Kebîr (mütekebbir) ne demektir? Kısaca anlamı nedir?
Yaşca büyük olmak, büyümek, yaşlanmak, iri olmak, mevkide ulu olmak, şerefli olmak, iş zor gelmek anlamlarındaki "k-b-r" kökünden gelen kebîr, büyük olan, miktarı çok olan, çok önemli, kadri yüce olan demektir. Çoğulu, kibâr ve küberâdır. Mütekebbir kelimesi de aynı kökten gelen bir isim olup büyük ve büyüklenen demektir. Büyüklük ve küçüklük itibâridir. Bir şey, diğerine göre küçük veya büyük olur. Büyüklük, kemiyet, keyfiyet, cisim ve aded itibariyle söz konusudur.
"Kebîr" kelimesi Allah'ın sıfatı olarak Kur'ân'da beş âyette "alî" ve "müteâl" kelimeleriyle birlikte geçmiştir: "Gerçekten Allah, yücedir, büyüktür." (Nisâ, 4/34); "Gerçekten ancak Allah yücedir, büyüktür." (Hac, 22/62); "(Allah) görüleni ve görülmeyeni bilendir, büyüktür, yücedir." (Ra'd, 13/9)
Allah'ın sıfatı olarak kebîr; şanı, şerefi, celâl ve izzeti, değeri, gücü ve sıfatları yüce, büyük demektir.

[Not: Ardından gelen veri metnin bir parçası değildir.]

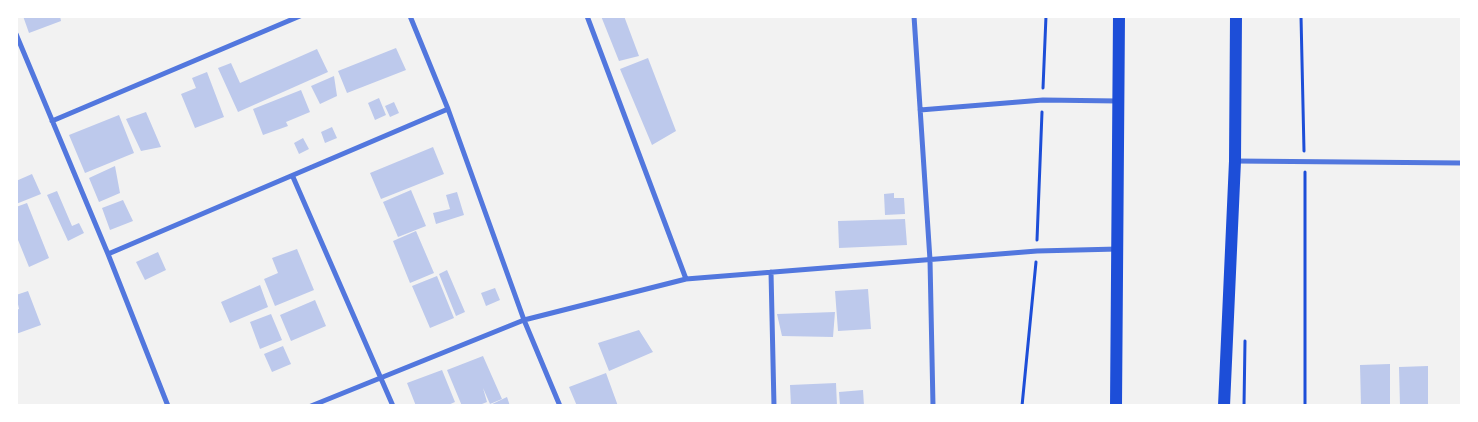 <!DOCTYPE html>
<style>
body{margin:0}
#map{position:relative;width:1478px;height:422px;overflow:hidden;background:#f2f2f2;font-family:Arial,sans-serif}
canvas{display:block}
.frame{position:absolute;inset:0;border:18px solid #fff;pointer-events:none}
</style>
<div id="map">
<canvas width="1478" height="422"></canvas>
<div class="frame"></div>
</div>
<script>
const context = document.querySelector('canvas').getContext('2d');
context.lineJoin = 'round';
function fillPath(path, color) { context.fillStyle = color; context.fill(path, 'evenodd'); }
const poly = rows => new Path2D(rows.map(r => 'M' + r).join(''));
function strokePath(path, color, width, dash) { context.strokeStyle = color; context.lineWidth = width; context.lineCap = dash ? 'butt' : 'round'; context.setLineDash(dash || []); context.stroke(path); }
fillPath(poly([
 [23,16,60,16,61,21,29,33],
 [601,16,624,16,639,56,619,61],
 [396,48,406,70,347,93,338,71],
 [317,49,328,72,238,112,218,68,231,63,240,83],
 [648,58,676,131,652,145,620,69],
 [207,72,224,117,195,128,181,94,196,88,192,78],
 [334,76,337,96,320,104,311,86],
 [301,90,310,112,286,122,288,126,263,135,253,109],
 [379,98,386,115,375,120,368,103],
 [394,102,399,113,390,117,385,106],
 [146,112,161,147,141,151,126,119],
 [119,115,134,153,85,173,69,135],
 [332,127,337,138,325,143,321,132],
 [303,138,309,149,299,154,294,143],
 [433,147,444,174,381,199,370,173],
 [115,166,120,193,99,202,89,178],
 [32,174,41,194,16,204,16,181],
 [411,190,426,226,398,237,383,202],
 [57,191,72,226,79,223,84,233,68,241,47,195],
 [457,192,464,215,436,224,433,213,450,209,446,195],
 [894,193,894,198,904,198,905,214,885,215,884,194],
 [123,200,133,221,110,230,102,208],
 [27,203,49,258,29,267,16,235,16,207],
 [905,219,907,245,839,248,838,221],
 [416,231,434,273,410,283,393,241],
 [297,249,314,290,275,306,264,279,278,273,272,258],
 [158,252,166,270,145,280,136,262],
 [447,270,465,312,456,316,439,274],
 [437,276,454,318,430,328,412,286],
 [260,285,268,307,230,323,221,302],
 [495,288,500,300,486,306,481,293],
 [868,289,871,329,838,331,835,291],
 [28,291,41,325,16,334,16,310,19,309,16,295],
 [315,300,326,326,291,341,280,315],
 [835,312,833,337,782,336,777,314],
 [271,314,282,340,260,349,250,322],
 [639,330,653,352,609,371,598,343],
 [283,346,291,364,272,372,264,354],
 [483,356,502,399,490,404,483,388,487,402,477,406,462,406,447,370],
 [1390,364,1390,406,1361,406,1360,365],
 [1428,366,1428,406,1400,406,1399,367],
 [442,370,455,402,446,406,416,406,407,383],
 [606,373,618,406,577,406,569,387],
 [836,383,837,406,791,406,790,385],
 [863,390,864,406,840,406,839,392],
 [507,397,510,406,488,406]
]), '#bdc9ec');
strokePath(poly([
 [1301,16,1304,151],
 [1043,88,1046,16],
 [1305,172,1305,406],
 [1037,240,1042,112],
 [1022,406,1036,262],
 [1244,406,1245,341]
]), '#1d4ed8', 3);
strokePath(poly([
 [410,16,448,109,524,320,560,406],
 [587,16,686,279],
 [914,16,930,260,933,406],
 [16,34,108,254,168,406],
 [920,110,1043,100,1118,101],
 [52,121,300,16],
 [1235,161,1462,163],
 [293,177,393,406],
 [108,254,448,109],
 [771,272,774,406],
 [311,406,524,320,686,279,1037,251,1118,249]
]), '#5277de', 5);
strokePath(poly([
 [1116,406,1119,16],
 [1224,406,1235,161,1236,16]
]), '#1d4ed8', 12);
</script>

Allah, her şeyden yücedir, kibriyâ' sahibidir: "Göklerde ve yerde ululuk (el-kibriyâ') yalnız O'na aittir." (Câsiye, 45/37) âyeti bu gerçeği ifade etmektedir. Gerçek anlamda ululuk Allah'a özgüdür. Bu anlamda ululuk insanlar için yerilen bir vasıftır.
"Kebîr" vasfı, Allah'ın zatının yüceliğini ifade ettiği gibi nimet ve cezasının büyüklüğünü, çokluğunu da ifade eder: "Rab'lerinin yanında onlara (îmân edip sâlih amel işleyenlere) diledikleri her şey vardır. İşte büyük lütuf budur." (Şûrâ, 42/22); "Sizden kim zulmederse ona büyük bir azap vardır." (Furkân, 25/19)

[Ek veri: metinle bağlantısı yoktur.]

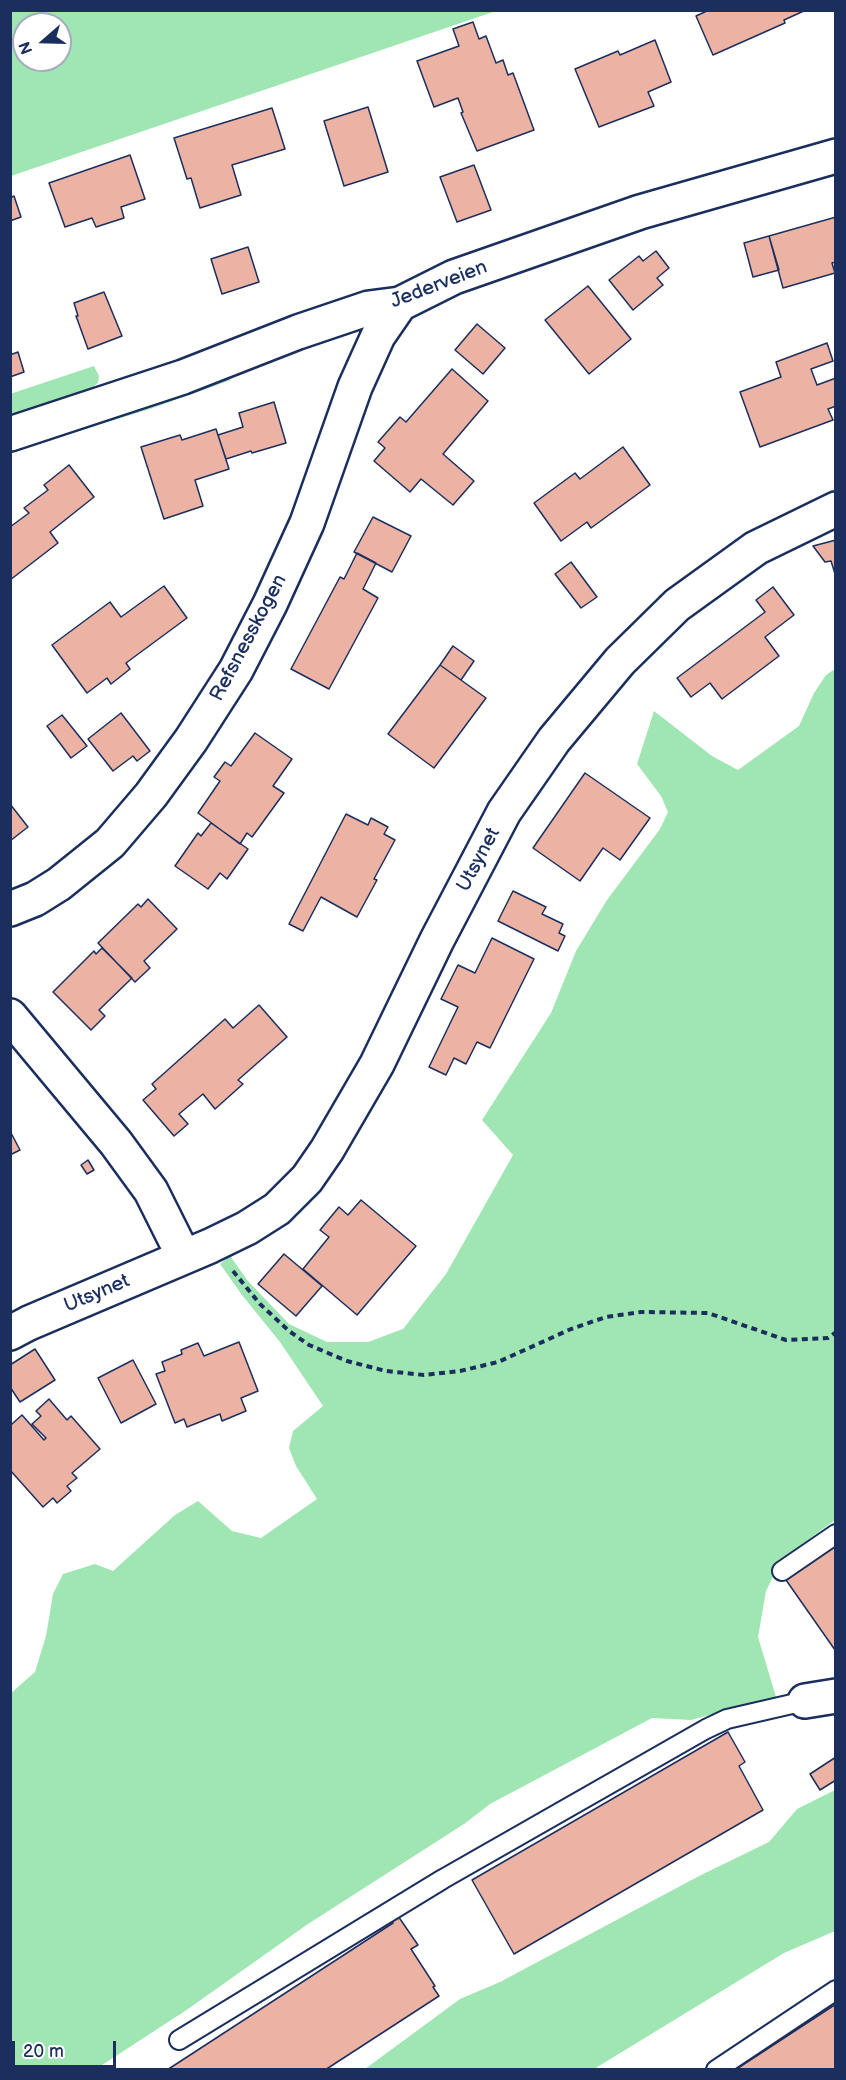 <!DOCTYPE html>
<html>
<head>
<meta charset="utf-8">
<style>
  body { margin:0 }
  #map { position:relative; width:846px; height:2080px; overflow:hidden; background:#fff; font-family:"Balsamiq Sans",sans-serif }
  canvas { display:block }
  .frame { position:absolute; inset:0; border:12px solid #1b2f5e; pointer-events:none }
  .north { position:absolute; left:12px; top:12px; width:60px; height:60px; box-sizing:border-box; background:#fff; border:2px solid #a4acbf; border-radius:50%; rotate:250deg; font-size:16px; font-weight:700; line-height:24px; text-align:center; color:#1b2f5e }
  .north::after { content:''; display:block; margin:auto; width:21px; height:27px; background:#1b2f5e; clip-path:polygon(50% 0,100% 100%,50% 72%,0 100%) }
  .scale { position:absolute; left:12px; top:2041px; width:104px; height:27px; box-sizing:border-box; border:3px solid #1b2f5e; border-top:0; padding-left:8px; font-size:18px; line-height:21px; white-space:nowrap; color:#1b2f5e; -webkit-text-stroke:4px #fff; paint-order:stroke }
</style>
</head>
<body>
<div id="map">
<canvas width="846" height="2080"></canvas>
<div class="frame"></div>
<div class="north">N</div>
<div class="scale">20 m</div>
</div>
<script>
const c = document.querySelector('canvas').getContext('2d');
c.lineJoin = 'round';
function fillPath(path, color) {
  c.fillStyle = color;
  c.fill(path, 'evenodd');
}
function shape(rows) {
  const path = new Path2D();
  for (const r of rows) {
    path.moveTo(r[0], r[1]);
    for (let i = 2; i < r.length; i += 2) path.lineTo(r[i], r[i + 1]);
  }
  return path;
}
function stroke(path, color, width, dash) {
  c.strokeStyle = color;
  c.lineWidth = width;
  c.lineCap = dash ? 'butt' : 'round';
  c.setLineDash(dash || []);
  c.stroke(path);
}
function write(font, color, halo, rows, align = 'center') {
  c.font = font + ' "Balsamiq Sans",sans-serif';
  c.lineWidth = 6;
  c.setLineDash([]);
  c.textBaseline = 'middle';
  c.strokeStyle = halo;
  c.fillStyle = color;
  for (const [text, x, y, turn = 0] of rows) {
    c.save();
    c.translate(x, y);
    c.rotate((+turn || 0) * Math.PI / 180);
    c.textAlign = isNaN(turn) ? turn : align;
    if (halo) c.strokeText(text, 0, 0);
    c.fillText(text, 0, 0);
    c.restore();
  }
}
const green = shape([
  [10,11,11,10,496,11,11,176],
  [24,24,60,24,60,60,24,60],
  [94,366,99,376,98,383,86,392,11,417,10,394],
  [227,375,231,380,150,409,72,433,74,426],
  [835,669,835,1520,782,1559,766,1591,758,1637,776,1697,691,1720,652,1718,490,1804,464,1824,308,1924,188,2009,96,2069,11,2070,10,1694,35,1672,46,1636,53,1594,63,1574,95,1564,113,1571,175,1515,198,1501,232,1531,261,1538,317,1499,296,1466,289,1448,293,1431,323,1406,280,1342,242,1295,220,1264,230,1256,248,1281,289,1324,327,1342,368,1342,403,1329,446,1274,513,1155,482,1120,551,1013,576,951,607,900,660,829,668,812,661,796,637,764,654,711,712,756,738,770,799,726,814,693,826,675],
  [835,1790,835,1931,784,1953,594,2069,365,2069,460,1999,500,1982,701,1875,769,1842,797,1809]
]);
const building = shape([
  [709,10,806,10,784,20,785,23,713,55,696,16,709,10],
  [473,22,479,39,486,36,496,63,503,60,508,75,513,73,534,130,477,151,461,113,463,112,458,98,434,107,417,61,459,46,453,29,473,22],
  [655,40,671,82,648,92,654,106,599,127,575,69,618,51,620,55,655,40],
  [368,107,388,172,344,186,324,121,368,107],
  [272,108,285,149,232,165,241,195,200,208,191,178,187,179,174,138,272,108],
  [130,155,145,199,121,207,124,218,96,227,92,218,65,227,49,183,130,155],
  [474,165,491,210,457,222,440,177,474,165],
  [14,196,21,217,10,221,10,198,14,196],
  [836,217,836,262,832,263,835,273,783,288,769,236,836,217],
  [769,236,779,270,753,277,744,243,769,236],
  [248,247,259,282,222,294,211,259,248,247],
  [656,251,669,268,657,278,663,285,633,310,609,280,639,256,643,261,656,251],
  [588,286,631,339,589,374,545,320,588,286],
  [104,292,122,336,88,349,76,316,78,316,74,303,104,292],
  [477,324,505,348,483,374,455,350,477,324],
  [827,343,833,361,811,369,817,385,836,378,836,406,828,409,833,420,760,447,740,392,781,377,776,362,827,343],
  [18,352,24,372,10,377,10,355,18,352],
  [452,369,488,401,443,454,474,481,453,505,421,479,410,492,374,461,385,448,378,442,400,417,406,422,452,369],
  [274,402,286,443,252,453,251,451,226,459,218,435,243,427,239,413,274,402],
  [216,429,229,469,195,480,203,506,164,519,141,447,180,435,182,440,216,429],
  [623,447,650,485,591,528,587,522,561,541,534,503,575,473,580,479,623,447],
  [69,465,94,497,50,532,58,543,10,580,10,527,29,513,24,508,48,490,44,485,69,465],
  [373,517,411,536,392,572,354,552,373,517],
  [836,540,836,577,831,561,825,562,813,546,836,540],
  [357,553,376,563,363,589,378,598,329,689,291,669,340,577,344,579,357,553],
  [571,562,597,597,581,608,555,574,571,562],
  [164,586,187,618,126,663,130,669,111,684,107,678,87,693,52,645,110,602,121,617,164,586],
  [773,587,794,615,765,637,779,656,722,699,710,683,691,697,677,678,765,612,756,600,773,587],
  [453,646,474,661,461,680,440,665,453,646],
  [440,665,486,698,434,768,388,734,440,665],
  [121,713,150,751,137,761,133,756,113,771,88,739,121,713],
  [62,715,87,746,71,758,47,726,62,715],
  [255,733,292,759,273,786,284,793,252,837,247,833,240,844,198,813,220,781,214,777,225,762,231,766,255,733],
  [585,773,650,818,620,860,603,848,580,881,533,848,585,773],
  [10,804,28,827,10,841,10,804],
  [346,814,368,825,371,818,388,827,384,834,395,840,374,879,377,880,357,917,321,897,303,931,289,924,346,814],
  [211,823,248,849,227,879,220,873,208,889,175,866,198,833,201,836,211,823],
  [513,891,546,907,542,914,563,924,559,933,565,936,558,951,498,921,513,891],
  [148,899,177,929,144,961,150,968,135,982,98,943,138,904,141,907,148,899],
  [492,938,534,959,490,1048,477,1042,466,1064,454,1058,446,1075,429,1067,458,1007,441,999,458,965,475,973,492,938],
  [102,948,132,978,99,1010,105,1016,91,1030,53,992,94,951,96,954,102,948],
  [259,1005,287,1037,238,1080,243,1084,215,1109,203,1094,179,1114,188,1124,174,1136,143,1100,156,1089,152,1084,225,1019,233,1028,259,1005],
  [10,1131,20,1150,10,1155,10,1131],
  [88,1160,94,1170,87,1174,81,1165,88,1160],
  [361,1200,416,1246,357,1315,303,1269,329,1237,320,1230,339,1207,348,1215,361,1200],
  [284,1254,322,1286,296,1316,258,1284,284,1254],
  [239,1342,258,1391,241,1398,246,1411,222,1421,220,1414,187,1427,184,1419,175,1423,156,1374,165,1371,162,1362,182,1354,181,1350,198,1343,204,1356,239,1342],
  [35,1349,55,1380,20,1402,10,1387,10,1365,35,1349],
  [133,1360,156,1404,121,1423,98,1378,133,1360],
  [49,1399,67,1420,71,1416,100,1449,72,1473,77,1478,67,1486,71,1491,57,1503,53,1498,43,1507,10,1470,10,1423,12,1424,22,1415,44,1440,46,1438,32,1424,41,1416,36,1411,49,1399],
  [836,1546,836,1650,835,1650,786,1580,836,1546],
  [728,1732,745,1762,739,1766,763,1810,514,1954,472,1880,728,1732],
  [836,1757,836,1780,820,1790,810,1774,836,1757],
  [398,1916,418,1945,411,1949,435,1986,433,1987,439,1996,325,2070,167,2070,393,1923,392,1920,398,1916],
  [836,2004,836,2070,735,2070,836,2004]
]);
const path = shape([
  [233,1271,260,1304,289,1331,309,1345,347,1361,386,1371,424,1375,460,1371,498,1362,571,1329,606,1317,641,1312,708,1313,786,1340,828,1338,836,1332]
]);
const service = shape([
  [782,1571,836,1534],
  [179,2040,443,1879,706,1729,727,1719,805,1701],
  [716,2070,836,1990]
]);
const minor = shape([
  [10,434,183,377,298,332,369,308,400,304,454,277,640,212,836,156],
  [10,909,35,899,59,884,110,843,151,795,191,740,236,670,270,604,307,523,355,387,378,336,400,304],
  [10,1016,116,1143,151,1191,184,1257],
  [10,1333,29,1323,210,1246,247,1228,277,1209,307,1179,327,1150,377,1064,437,940,504,812,554,740,620,661,677,605,756,548,836,509],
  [805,1701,836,1696]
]);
const streetNames = [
  ["Jederveien",439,285,-21],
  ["Refsnesskogen",249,638,-62],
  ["Utsynet",479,860,-62],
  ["Utsynet",97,1294,-23]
];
fillPath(green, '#9fe6b3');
fillPath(building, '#ecb3a4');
stroke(building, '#1b2f5e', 1.5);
stroke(service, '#1b2f5e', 22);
stroke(minor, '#1b2f5e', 38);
stroke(path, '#1b2f5e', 4, [6, 4.5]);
stroke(service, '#fff', 18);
stroke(minor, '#fff', 33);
write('20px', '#1b2f5e', '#fff', streetNames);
</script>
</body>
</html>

Kebîr kelimesi, Allah'ın dışındaki diğer öbjeler için de kullanılmıştır. Büyük günah (Bakara, 2/219), büyük fesat (Enfâl, 8/73), büyük gün (âhiret) (Hûd, 11/3), büyük mükâfat (Hûd, 11/11), çok yaşlı (Yûsuf, 12/78), büyük dalalet (Mülk, 67/9), büyük kurtuluş (Burûc, 85/11), büyük azgınlık (İsrâ, 17/60), büyük cihad (Furkân, 25/52), büyük lânet (Ahzâb, 33/68), büyük mülk (İnsan, 76/20) gibi. Görüldüğü üzere kebîr, maddi anlamdan çok mecazi anlamda büyüklük ifade etmektedir. Allah'ın büyüklüğü de maddî anlamda değildir. Yaş bakımından büyük insanlara (Yûsuf, 12/80) önder olan, önde giden insanlara da (Ahzâb, 33/76) kebîr denilmiştir. Allah'ın büyüklüğü bu anlamda da değildir.
Mütekebbir kelimesi, Allah'ın sıfatı olarak bir âyette geçmiştir: "O Allah... azizdir, cebbardır, çok uludur." (el-mütekebbir) (Haşr, 59/23).

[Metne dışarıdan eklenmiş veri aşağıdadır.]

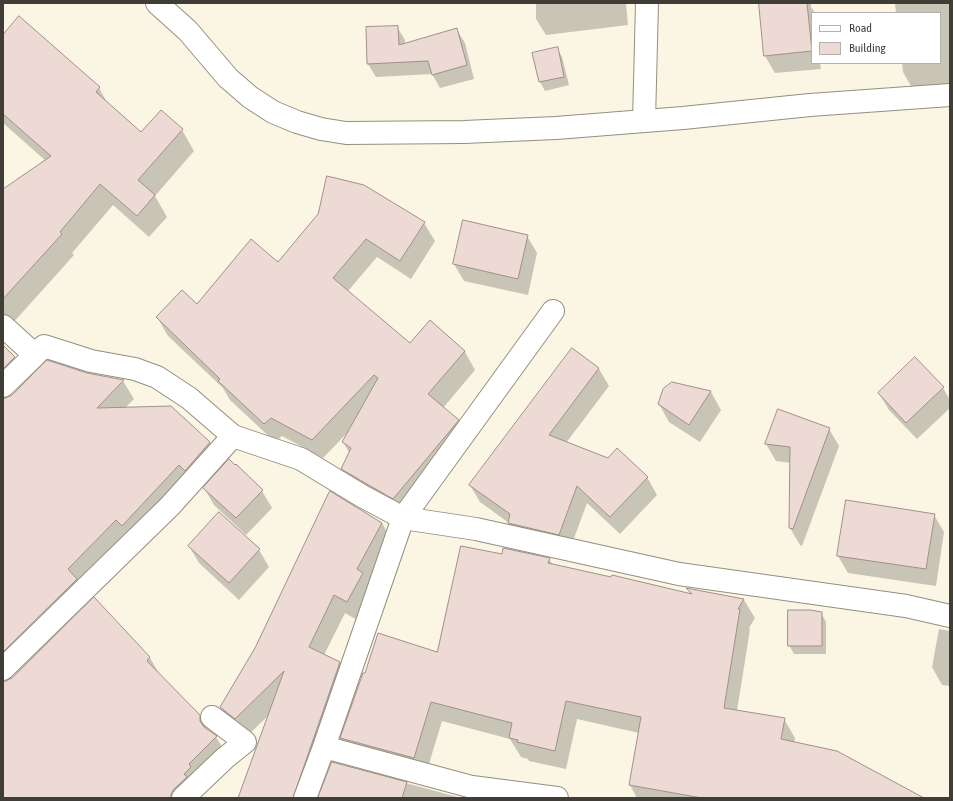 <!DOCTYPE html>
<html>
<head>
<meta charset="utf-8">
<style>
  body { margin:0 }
  #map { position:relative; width:953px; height:801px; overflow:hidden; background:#fbf5e4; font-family:"Asap Condensed",sans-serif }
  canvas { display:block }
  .frame { position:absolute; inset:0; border:4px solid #3f3d36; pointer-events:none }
  .legend { position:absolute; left:811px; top:12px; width:130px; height:52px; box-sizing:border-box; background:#fff; border:1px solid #b2b1af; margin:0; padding:5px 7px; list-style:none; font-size:12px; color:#3f3d36 }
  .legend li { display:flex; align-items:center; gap:8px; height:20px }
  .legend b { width:20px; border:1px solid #b2b1af }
</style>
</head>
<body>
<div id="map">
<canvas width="953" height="801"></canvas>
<div class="frame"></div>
<ul class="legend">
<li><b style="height:5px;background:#fff"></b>Road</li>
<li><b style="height:11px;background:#eddad5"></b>Building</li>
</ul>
</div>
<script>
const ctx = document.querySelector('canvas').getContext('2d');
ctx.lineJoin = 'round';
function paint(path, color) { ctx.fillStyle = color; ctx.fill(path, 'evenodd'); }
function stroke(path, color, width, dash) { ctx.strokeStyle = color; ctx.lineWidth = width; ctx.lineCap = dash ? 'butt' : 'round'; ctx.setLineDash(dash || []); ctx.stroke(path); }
paint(new Path2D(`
  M536,3H626L628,25L546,35L536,19Z
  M760,3H811V7L815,13H812V63H820L821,69L775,73L765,56Z
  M895,3H950V88L915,93L903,72L902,63H940V13H896Z
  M20,18L99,88L109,106L141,133L182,130L194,151L155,196L167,217L149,237L113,205L72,253L74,255L3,334V191L46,161L3,123V37Z
  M397,27L405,40V44L457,30L465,43L474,79L440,88L432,74L376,77L368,64L367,28Z
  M557,48L562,57L569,85L545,91L540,82L534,54Z
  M424,223L435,241L411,279L377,257L348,291L410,345L430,322L465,352L475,370L443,408L458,420L469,439L404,517L353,487L342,469L350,454L343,442L348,432L323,458L282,436L275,442L230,400L223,388L168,336L157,317L197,305L278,263Z
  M527,236L537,253L528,295L464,281L454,264Z
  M3,346L13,356L25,378L3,399Z
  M572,349L599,369L609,386L566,443L647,477L657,495L620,534L587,503L569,552L519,541L509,523L480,502L470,485Z
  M88,374L123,381L134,399L124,409L171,407L210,443L220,461L3,681V435Z
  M672,383L711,392L721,410L700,442L669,422L659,404Z
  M943,388L950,400V408L917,439L889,410L879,393Z
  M779,410L829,429L839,446L802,546L800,545L790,528L791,463L776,461L766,444Z
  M236,466L262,491L272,508L246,535L214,505L204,488Z
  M934,515L944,532L936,586L848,573L838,556Z
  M382,523L392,542L357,620L345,613L324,655L340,662L350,681L309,798H241L270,714L246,737L231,726L221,707Z
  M189,546L259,550L269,567L239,600L199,563Z
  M503,555L549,559L553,565L691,595L688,590L744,600L755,618L749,628L750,629L737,711L784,719L795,738L794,743L913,798H637L630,785L639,733L577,719L566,769L529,761L528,759L521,757L510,739L442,721L425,777L352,757L341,738L438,653Z
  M94,599L150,658L160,675L199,715L208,731L216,737L227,755L194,798H3V682L12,679Z
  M821,613L826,622V654H794L789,645Z
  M939,629L950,631V686L942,685L932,667Z
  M332,763L461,798H319Z`), '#0003');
const building = new Path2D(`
  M759,3H807L812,51L764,56Z
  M19,16L100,87L96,92L141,132L161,110L183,129L138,180L155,195L137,216L100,184L60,232L62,234L3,299V189L51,156L3,114V35Z
  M398,26L399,45L457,28L467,65L432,75L428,61L367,64L366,27Z
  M558,47L564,77L539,82L532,53Z
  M327,176L364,185L425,222L400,261L366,239L333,278L410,343L430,320L465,351L428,394L459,420L393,499L341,469L351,448L342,442L378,378L374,375L312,440L271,418L264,424L218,381L220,379L156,317L182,290L197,304L251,239L278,262L318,214Z
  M463,220L528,235L518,279L453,264Z
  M3,345L15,357L3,369Z
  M572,348L599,368L549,435L608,458L617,448L648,477L610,517L577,486L559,535L508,523L510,514L469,485Z
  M915,357L944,387L906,423L878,393Z
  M47,360L87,373L124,380L97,408L171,406L210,442L185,471L179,465L122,526L116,520L68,569L77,579L3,652V398H6L12,395Z
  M672,382L711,391L689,425L658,404L663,389Z
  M778,409L830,428L793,529L789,528L790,447L765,444Z
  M229,459L235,465L236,464L263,490L236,518L203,488Z
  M330,491L382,523L357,569L363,573L347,602L334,595L309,647L340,662L293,798H238L284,671L235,719L220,707L255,648Z
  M846,500L935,514L926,569L837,556Z
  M219,512L260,549L229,583L188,546Z
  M461,546L502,554L503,548L550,558L548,563L611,577L612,575L692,594L686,588L744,599L738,609H740L724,708L785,718L781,739L837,751L924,798H702L629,785L641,717L566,701L555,751L517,742L518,740L509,738L512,723L431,702L414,758L340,738L363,673H365L378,633L437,652Z
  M94,597L150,657L147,661L200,715V721L204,727L217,736L189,764L191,767L184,774L187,777L174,789L171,794V798H3V681H6L12,678Z
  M788,610H810L822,612V646H788Z
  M332,762L407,782L402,798H318Z`);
paint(building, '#eddad5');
stroke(building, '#a18f8a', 1);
const street = new Path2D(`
  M157,3L188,31L228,78L250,97L273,112L297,122L321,129L346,133L464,132L556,128L683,118L810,105L950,95
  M644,121L647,3
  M553,311L403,518L324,747L472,787L557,798
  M3,326L35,355L44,346L91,361L135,369L157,377L189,398L233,436L301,459L362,496L403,518L476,529L679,574L906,606L950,616
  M3,386L35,355
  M3,669L170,506L233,436
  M183,798L225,758L245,742L212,717
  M305,798L324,747`);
stroke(street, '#958f80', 24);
stroke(street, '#fff', 22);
</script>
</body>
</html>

Allah'ın sıfatı olarak mütekebbir, ihtiyaç ve noksanlığı gerektiren her şeyden münezzeh, pek yüce ve ulu demektir.
Mütekebbir kelimesi Kur'ân'da 6 âyette insanı zemmeden bir vasıf olarak kullanılmıştır (Mü'min, 40/27). İnsanın sıfatı olarak mütekebbir; kendinde büyüklük izhar eden kimsedir. Allah yücedir, uludur, hiçbir şeye muhtaç değildir. İnsan yaratılmıştır, her şeye gücü yetmez, muhtaçtır. Bu itibarla, insanın mütekebbir olması mümkün değildir. Kendini ulu, yüce göstermesi tekellüftür, gerçeği örtmektir. Bu yüzden insan için yerilen bir vasıftır. Allah böyle değildir. O zatı ve sıfatlarıyla yücedir.